# homeowner plumbing



## 422 plumber (Jul 31, 2008)

This is from the same house, two different owners, though.


----------



## uaplumber (Jun 16, 2008)

"The wooden plug idea seemed good at the time, of course I get these nasty headaches all the time so I may be wrong. What do you think Mr. Plumber?"


----------



## DUNBAR PLUMBING (Sep 11, 2008)

I've seen that kind of flue pipe installation so many times it's disheartening.










.


----------



## rocksteady (Oct 8, 2008)

is the flue going downhill? other than that, everything looks like it's in order. 








paul


----------



## DUNBAR PLUMBING (Sep 11, 2008)

rocksteady said:


> is the flue going downhill? other than that, everything looks like it's in order. paul


 

Flue pipe running downhill instead of uphill
CO2 leaks at the wall where flue enters
Draft Diverter hood is collapsed at top of Heater
Flue Pipe not connected to Draft Diverter
No flue screws between diverter/fittings/pipe
The rule here in KY which isn't enforced is whatever size the flue pipe is...you install the same amount of screws per joint.
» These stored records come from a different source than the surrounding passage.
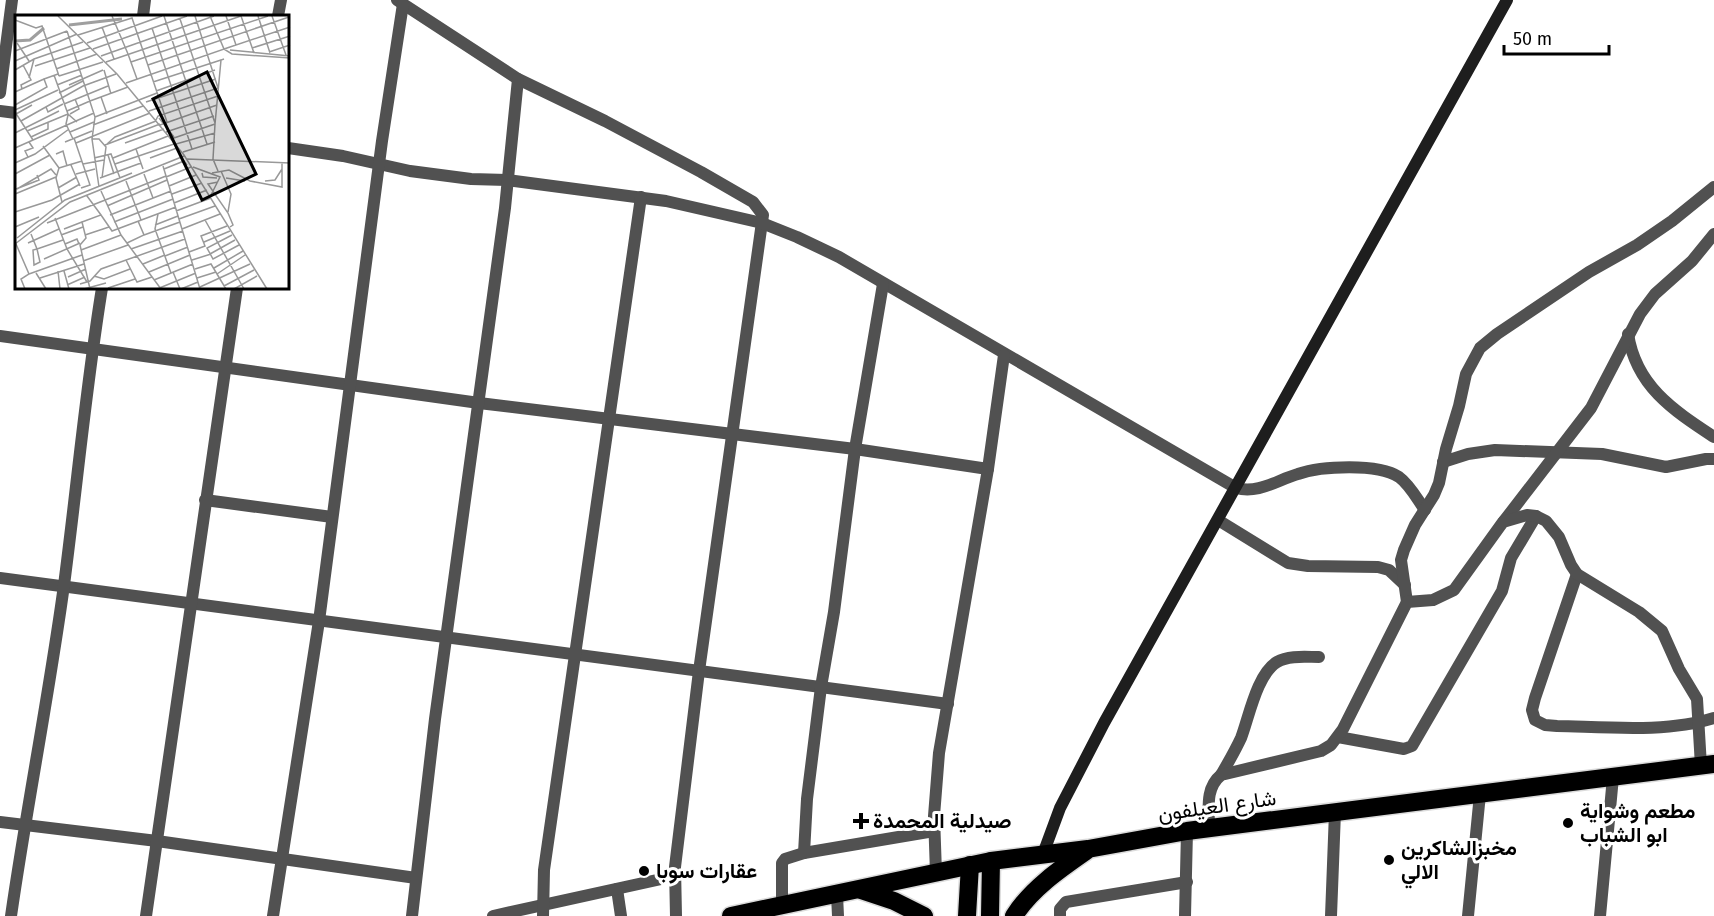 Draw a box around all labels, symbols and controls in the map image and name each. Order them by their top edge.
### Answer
inset map [15,15,290,290]
scale bar [1504,18,1609,56]
text: 50 m [1513,28,1552,50]
street label: شارع العيلفون [1156,785,1278,828]
place label: مطعم وشواية ابو الشباب [1580,798,1695,848]
place label: صيدلية المحمدة [873,808,1012,834]
marker: صيدلية المحمدة [854,814,868,828]
marker: مطعم وشواية ابو الشباب [1561,816,1575,830]
place label: مخبزالشاكرين الالي [1401,835,1517,889]
marker: مخبزالشاكرين الالي [1382,853,1396,867]
place label: عقارات سوبا [656,858,757,884]
marker: عقارات سوبا [637,864,651,878]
So 3" flue pipe would require 3 screws per joint. 4" would be 4. Inspector doesn't care if you put all the screws in a tight row; they just want to make sure that if someone bumps into that heater or vibration cannot jarr that piping loose and allow exhaust gases to flow into the structure.


There's probably more that's wrong....hopefully jjbex gets the job security out of that one. 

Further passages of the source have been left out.